Alaska Airlines experiments with fingerprinting instead of checking ID to board flights
SEATAC, Wash. (KOMO) -- A fingerprint may someday be enough to board an airplane if Alaska Airlines' new biometric scanners can get past security concerns.
The company has installed the device at its private lounge at Sea-Tac Airport to gauge the response by frequent flyers.
"Easy access, easy identification, and it's a way to get through," said Sandy Stellman, the carrier's managing director for customer research and development.
Scanning digits could save time not just at passenger lounges but also bag drops and other airport checkpoints. However, the devices would have to be foolproof to be accepted by the Transportation Security Administration, which right now requires passengers to carrry drivers licenses or other forms of identification.
There are also privacy concerns to consider, but Stellman said hackers couldn't steal any actual fingerprints.
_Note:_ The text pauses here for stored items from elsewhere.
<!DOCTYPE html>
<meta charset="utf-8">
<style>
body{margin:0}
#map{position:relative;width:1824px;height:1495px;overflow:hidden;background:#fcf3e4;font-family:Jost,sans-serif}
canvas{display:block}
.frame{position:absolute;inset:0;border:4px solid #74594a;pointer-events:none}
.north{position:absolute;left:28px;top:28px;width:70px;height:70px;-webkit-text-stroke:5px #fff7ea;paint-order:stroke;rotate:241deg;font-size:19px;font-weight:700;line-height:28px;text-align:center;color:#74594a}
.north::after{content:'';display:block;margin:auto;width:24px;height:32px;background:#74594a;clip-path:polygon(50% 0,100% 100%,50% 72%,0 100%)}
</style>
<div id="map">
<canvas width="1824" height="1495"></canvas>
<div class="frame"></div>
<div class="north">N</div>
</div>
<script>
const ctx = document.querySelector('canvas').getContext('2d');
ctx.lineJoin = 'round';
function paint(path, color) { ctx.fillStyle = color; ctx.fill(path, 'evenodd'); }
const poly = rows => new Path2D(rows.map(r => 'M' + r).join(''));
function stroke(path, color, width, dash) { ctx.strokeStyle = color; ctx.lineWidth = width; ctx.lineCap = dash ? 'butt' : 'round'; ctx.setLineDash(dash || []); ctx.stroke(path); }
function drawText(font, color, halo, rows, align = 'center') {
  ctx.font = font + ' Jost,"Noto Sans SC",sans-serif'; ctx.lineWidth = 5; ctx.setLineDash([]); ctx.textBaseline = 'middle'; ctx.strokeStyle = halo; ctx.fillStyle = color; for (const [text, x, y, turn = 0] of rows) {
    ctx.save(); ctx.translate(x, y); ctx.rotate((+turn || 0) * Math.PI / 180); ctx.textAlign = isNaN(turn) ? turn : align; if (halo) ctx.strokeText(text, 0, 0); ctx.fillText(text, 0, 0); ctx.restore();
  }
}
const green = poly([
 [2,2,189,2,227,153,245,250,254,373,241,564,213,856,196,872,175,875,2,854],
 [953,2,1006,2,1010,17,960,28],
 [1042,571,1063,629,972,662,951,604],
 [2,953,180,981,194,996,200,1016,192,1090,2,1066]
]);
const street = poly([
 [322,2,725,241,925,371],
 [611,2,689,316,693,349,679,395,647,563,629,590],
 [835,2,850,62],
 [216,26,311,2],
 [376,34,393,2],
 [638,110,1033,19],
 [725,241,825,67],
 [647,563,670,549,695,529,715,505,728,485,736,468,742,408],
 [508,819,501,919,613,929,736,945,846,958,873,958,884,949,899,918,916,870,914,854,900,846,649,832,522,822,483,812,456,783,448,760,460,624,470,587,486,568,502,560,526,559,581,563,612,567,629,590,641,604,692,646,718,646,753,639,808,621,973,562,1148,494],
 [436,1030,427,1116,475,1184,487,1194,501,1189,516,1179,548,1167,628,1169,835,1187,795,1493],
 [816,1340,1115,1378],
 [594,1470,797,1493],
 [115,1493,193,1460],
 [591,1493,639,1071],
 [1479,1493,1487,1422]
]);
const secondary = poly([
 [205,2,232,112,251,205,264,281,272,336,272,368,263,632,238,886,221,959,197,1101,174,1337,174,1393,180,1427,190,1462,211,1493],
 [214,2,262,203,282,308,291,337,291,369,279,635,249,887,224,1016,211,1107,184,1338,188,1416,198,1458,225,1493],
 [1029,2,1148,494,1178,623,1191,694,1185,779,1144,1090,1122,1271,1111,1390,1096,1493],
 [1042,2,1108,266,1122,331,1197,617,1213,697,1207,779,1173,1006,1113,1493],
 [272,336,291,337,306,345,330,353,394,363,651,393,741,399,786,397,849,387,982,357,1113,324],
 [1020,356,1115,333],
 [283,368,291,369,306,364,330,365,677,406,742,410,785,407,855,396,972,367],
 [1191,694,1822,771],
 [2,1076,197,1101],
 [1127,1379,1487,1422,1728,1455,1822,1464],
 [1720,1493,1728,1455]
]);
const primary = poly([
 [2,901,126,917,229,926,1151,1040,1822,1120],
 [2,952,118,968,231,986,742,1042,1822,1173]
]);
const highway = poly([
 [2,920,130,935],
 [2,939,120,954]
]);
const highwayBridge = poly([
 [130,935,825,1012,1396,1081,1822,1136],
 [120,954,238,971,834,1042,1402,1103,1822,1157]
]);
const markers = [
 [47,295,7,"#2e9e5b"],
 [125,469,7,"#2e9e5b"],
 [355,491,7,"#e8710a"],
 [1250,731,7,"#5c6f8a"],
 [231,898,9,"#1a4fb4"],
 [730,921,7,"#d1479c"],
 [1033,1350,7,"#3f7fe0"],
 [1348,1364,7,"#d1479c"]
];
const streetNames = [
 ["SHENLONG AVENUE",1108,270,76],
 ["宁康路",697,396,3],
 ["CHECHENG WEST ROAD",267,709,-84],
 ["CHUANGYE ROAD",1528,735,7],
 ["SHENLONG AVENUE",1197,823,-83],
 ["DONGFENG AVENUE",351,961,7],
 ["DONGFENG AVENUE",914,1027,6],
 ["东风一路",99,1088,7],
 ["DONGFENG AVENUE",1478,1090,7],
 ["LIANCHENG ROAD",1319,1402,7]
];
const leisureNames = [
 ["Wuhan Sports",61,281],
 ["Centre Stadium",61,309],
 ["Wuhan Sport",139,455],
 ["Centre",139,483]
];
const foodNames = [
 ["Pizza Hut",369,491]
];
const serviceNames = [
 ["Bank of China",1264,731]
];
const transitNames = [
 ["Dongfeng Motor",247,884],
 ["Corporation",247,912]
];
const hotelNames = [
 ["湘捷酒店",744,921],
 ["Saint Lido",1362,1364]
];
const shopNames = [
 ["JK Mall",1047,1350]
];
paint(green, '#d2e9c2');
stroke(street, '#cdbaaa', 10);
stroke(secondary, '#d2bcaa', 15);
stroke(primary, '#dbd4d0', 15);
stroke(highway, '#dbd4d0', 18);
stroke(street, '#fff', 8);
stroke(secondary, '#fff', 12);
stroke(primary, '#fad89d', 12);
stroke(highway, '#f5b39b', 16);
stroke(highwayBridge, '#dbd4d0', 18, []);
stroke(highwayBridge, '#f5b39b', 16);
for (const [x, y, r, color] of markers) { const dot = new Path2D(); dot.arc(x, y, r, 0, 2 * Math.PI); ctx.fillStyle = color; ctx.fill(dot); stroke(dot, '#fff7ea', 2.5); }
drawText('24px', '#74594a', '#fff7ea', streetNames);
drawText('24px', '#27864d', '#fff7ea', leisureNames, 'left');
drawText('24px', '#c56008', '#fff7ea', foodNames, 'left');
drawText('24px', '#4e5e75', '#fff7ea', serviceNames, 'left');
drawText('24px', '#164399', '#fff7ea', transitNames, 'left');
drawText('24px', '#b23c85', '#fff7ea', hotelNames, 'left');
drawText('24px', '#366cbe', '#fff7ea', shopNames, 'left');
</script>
"The fingerprint isn't actually stored, but a deconstructed alpha numeric character is stored, and that is stored securely," Stellman said.
KOMO-TV travel expert Steve Danishek said Alaska Airlines is way ahead of the competition on this move. He believes it will speed up times for travelers, and ultimately could save airlines money through automation.
"Using your thumb, using your device with the boarding pass grid right on it to get on, those all work," Danishek said.
So far, Alaska has signed up 4,000 customers for its biometric screen project. The company hopes to expand its role, and is working with the TSA and other carriers on future applications of fingerprint technology.